The House Crowd (THC) administration process is expected to take between 18 months to two years, at a cost of £869,527.
According to the joint administrators’ latest progress report, they have incurred £421,995 from 1,366 hours of work since the platform collapsed in February 2021.
It is estimated that a further £447,532 of time costs will be charged in continuing the administration process and finalising the outstanding matters.
The report from 24 February to 23 August 2021 showed that £169,600 in expenses have been racked up, including from IT, solicitors, accountants, payroll, collecting books and storage and in advisory fees to Equitivo. £153,980 has been paid to date with £10,076 remaining unpaid.
During the six-month period, £30,941 in solicitors’ costs have been incurred, of which £25,357 has been paid.
£20,875 has been amounted in time costs from Bovill, which was instructed to provide P2P regulatory guidance, of which £20,275 has been paid and £7,484 in legal fees have been racked up.
Equitivo was retained by the administrators as former consultants to THC to advise and assist with their knowledge of the platform and its processes. The firm’s time costs for the six-month period amounted to £53,980, of which all has been paid.
£13,699 was racked up in pre-administration costs, including from Quantuma, JMW Solicitors LLP and for Equitivo’s pre-appointment consultancy costs. The joint administrators’ remuneration costs including the pre-appointment costs, have not yet been approved, so they said they are taking steps from the court to approve these.
The joint administrators said they will seek an extension to the maximum 12-month period of administration from unsecured creditors.
They said that they will apply to court for directions on the fairest distribution mechanisms to return funds to auto-invest and self-select retail lenders, because it is currently unclear as to how net bridging and development loan realisations should be properly and accurately distributed to retail lenders due to inaccurate record keeping.
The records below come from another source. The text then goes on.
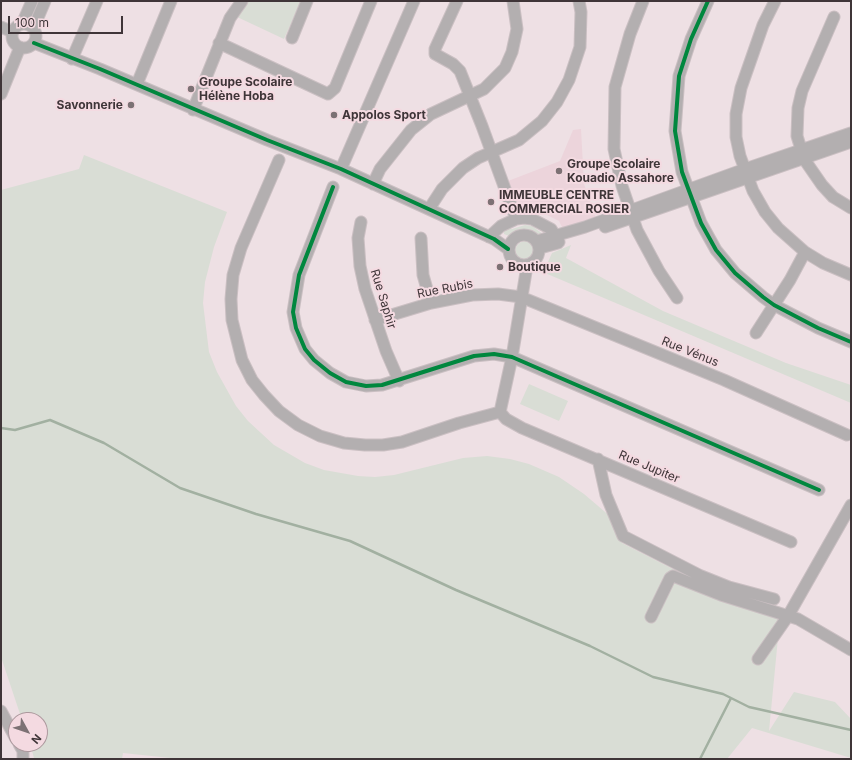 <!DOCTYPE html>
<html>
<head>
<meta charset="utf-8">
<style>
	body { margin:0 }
	#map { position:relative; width:852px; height:760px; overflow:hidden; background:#eee0e4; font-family:Inter,sans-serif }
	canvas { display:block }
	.frame { position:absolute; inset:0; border:2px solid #3f3538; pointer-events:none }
	.north { position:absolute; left:8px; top:712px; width:40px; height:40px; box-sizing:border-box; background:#f4dae1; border:1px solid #ac989d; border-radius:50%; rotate:130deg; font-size:11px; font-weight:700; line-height:16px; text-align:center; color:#3f3538 }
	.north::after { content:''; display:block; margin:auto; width:14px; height:18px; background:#7c7174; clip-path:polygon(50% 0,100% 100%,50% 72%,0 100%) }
	.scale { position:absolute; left:8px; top:16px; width:115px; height:18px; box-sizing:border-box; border:2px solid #3f3538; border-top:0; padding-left:5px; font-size:12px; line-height:14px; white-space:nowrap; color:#3f3538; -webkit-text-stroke:3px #f4dae1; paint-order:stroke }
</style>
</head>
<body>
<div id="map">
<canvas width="852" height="760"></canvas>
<div class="frame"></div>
<div class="north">N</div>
<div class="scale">100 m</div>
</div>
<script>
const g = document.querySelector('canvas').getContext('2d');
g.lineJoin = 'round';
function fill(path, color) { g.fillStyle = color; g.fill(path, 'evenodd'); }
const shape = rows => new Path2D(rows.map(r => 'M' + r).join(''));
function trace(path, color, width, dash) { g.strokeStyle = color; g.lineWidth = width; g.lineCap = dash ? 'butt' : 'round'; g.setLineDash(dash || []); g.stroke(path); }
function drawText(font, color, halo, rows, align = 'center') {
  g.font = font + ' Inter,sans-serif'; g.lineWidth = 4; g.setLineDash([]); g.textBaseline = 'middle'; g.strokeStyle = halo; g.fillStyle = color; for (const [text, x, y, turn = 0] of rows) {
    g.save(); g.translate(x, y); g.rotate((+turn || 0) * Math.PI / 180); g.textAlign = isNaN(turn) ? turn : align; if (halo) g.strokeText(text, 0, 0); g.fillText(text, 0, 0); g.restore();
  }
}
fill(shape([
	[581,129,584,184,596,218,564,231,559,221,535,209,528,211,526,206,513,207,508,181,560,161,573,130]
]), '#ecd4db');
fill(shape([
	[247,1,301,1,284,39,235,16],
	[84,155,227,212,214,247,205,282,203,303,209,352,217,372,236,406,248,421,274,445,305,463,324,470,358,476,375,477,394,475,463,458,487,456,510,459,529,464,559,477,584,494,611,517,622,543,673,569,727,592,781,607,769,731,794,692,835,702,851,719,851,758,752,728,727,759,180,759,123,753,122,759,34,758,30,744,40,744,40,720,22,720,1,657,1,190,79,169],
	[525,225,532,226,543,234,538,238,527,234,509,236,504,234,504,231,506,226,512,229],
	'515 252a11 11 0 1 1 22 0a11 11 0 1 1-22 0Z',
	[571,245,566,258,663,311,786,363,851,385,851,403,538,270,548,262,552,253],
	[529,384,568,401,559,421,520,404]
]), '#d9ddd5');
trace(shape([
	[1,428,15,430,50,420,104,443,180,488,256,514,350,541,456,590,590,646,653,677,723,694,749,707,851,730],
	[700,759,731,698]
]), '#a2b0a1', 2.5);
const minor = shape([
	[457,1,435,49,435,54,453,64,460,71,482,126,516,219],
	[643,1,630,34,615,87,614,149,622,186,637,230,659,271,677,298],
	[708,1,691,39,679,76,675,131,682,172,701,223,716,250,735,273,763,297,774,305,818,328,851,342],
	[775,1,763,25,741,88,736,114,736,137,740,156,753,191,765,212,778,228,805,252,823,263,851,275],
	[834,17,802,91,798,108,797,136,804,159,822,185,833,197,851,208],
	'12 36a12 12 0 1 1 24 0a12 12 0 1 1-24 0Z',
	[22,24,32,1],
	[1,27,13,32],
	[34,27,45,1],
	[292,38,307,1],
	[34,43,100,69,267,140,341,169,494,239,508,249],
	[219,43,328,94,335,88,371,1],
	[72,59,97,1],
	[137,84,171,1],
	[1,94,20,47],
	[193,110,230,18,242,1],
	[279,160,241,248,233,275,231,299,232,320,242,360,252,380,264,395,279,411,298,425,320,436,344,443,365,445,383,445,402,442,459,423,500,412],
	[341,169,414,1],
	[373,184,380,169,411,130,431,114,484,89,505,68,512,52,517,29,513,1],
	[333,187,299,275,293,312,296,328,305,349,314,360,330,373,346,382,366,386,382,385,474,356,494,354,512,357,819,490],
	[429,209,442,189,463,168,478,158,519,140,542,121,557,102,569,80,580,47,581,12,579,1],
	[361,222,358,238,360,266,365,289,386,351,399,381],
	[605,227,851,142],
	'509 250a15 15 0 1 1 30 0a15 15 0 1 1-30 0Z',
	[489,237,501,226,516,219,524,218,532,219,551,229,559,242],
	[421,238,423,275,431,303],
	[537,241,585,227,745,169,851,133],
	[540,248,558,243],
	[375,320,431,303,472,295,498,294,521,297,724,380,847,435],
	[756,333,790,280,805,252],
	[500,412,506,419,522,428,791,542],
	[500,412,512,357,527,266],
	[598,459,606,495,623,536,699,575,729,587,774,599],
	[651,617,670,578,673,576,721,595,798,619,851,650],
	[758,659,788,616,851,505],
	[1,711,16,739],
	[19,744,23,751,23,759]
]);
trace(minor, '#cabfc2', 13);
trace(minor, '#b3afb0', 11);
trace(shape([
	[708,1,691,39,679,76,675,131,682,172,701,223,716,250,735,273,763,297,774,305,818,328,851,342],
	[34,43,100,69,267,140,341,169,494,239,508,249],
	[333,187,299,275,293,312,296,328,305,349,314,360,330,373,346,382,366,386,382,385,474,356,494,354,512,357,819,490]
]), '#00873e', 4);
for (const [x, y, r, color] of [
	[191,89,4,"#7c7174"],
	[131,105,4,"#7c7174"],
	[334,115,4,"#7c7174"],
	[559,171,4,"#7c7174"],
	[491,202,4,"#7c7174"],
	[500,267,4,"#7c7174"]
]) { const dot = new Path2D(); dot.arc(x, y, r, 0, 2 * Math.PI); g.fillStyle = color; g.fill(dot); trace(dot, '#f4dae1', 1.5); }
drawText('bold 12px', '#3f3538', '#f4dae1', [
	["Groupe Scolaire",199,82],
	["Hélène Hoba",199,96],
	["Savonnerie",123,105,"right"],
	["Appolos Sport",342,115],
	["Groupe Scolaire",567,164],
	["Kouadio Assahore",567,178],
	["IMMEUBLE CENTRE",499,195],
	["COMMERCIAL ROSIER",499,209],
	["Boutique",508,267]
], 'left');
drawText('12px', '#3f3538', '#f4dae1', [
	["Rue Rubis",445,289,-11],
	["Rue Saphir",383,299,73],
	["Rue Vénus",690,352,22],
	["Rue Jupiter",649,467,23]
]);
</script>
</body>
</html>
The joint administrators said they have successfully reconciled the monies held with third-party payment providers Mango Pay and Woodside Corporate and have asked that all of the concerned retail lenders provide their bank account details so that their funds can be returned to them.
To date they have returned £84,000 out of £103,000 to retail lenders and are awaiting bank details from some investors to pay out the remaining £19,000.
The joint administrators have identified non-invested funds held by THC in its pre-administration bank accounts and have contacted the relevant retail lenders for their bank account details to get this paid.
The joint administrators have recovered around £85,000 from THC’s former solicitors Jane Hartley Associates, which possessed some undeployed monies from the platform’s retail lenders. These funds have been ring-fenced in separate bank accounts before being repatriated back to retail lenders.
They said the directors’ statement of affairs estimated House Crowd Property’s special purpose vehicle loans have a book value of £76,018, but the realisation of this is uncertain.
After advice from CASS and discussions with the City regulator, the joint administrators said they plan to create a process that will make sure funds that come into their possession and are considered client money will be put into segregated ring-fenced bank accounts for retail lenders to be paid to them.
The peer-to-peer property lending platform went into administration on February 26 2021 and Frank Ofonagoro, Jeremy Woodside and Frank Wessely at business advisory firm Quantuma were appointed as joint administrators with consent from the Financial Conduct Authority.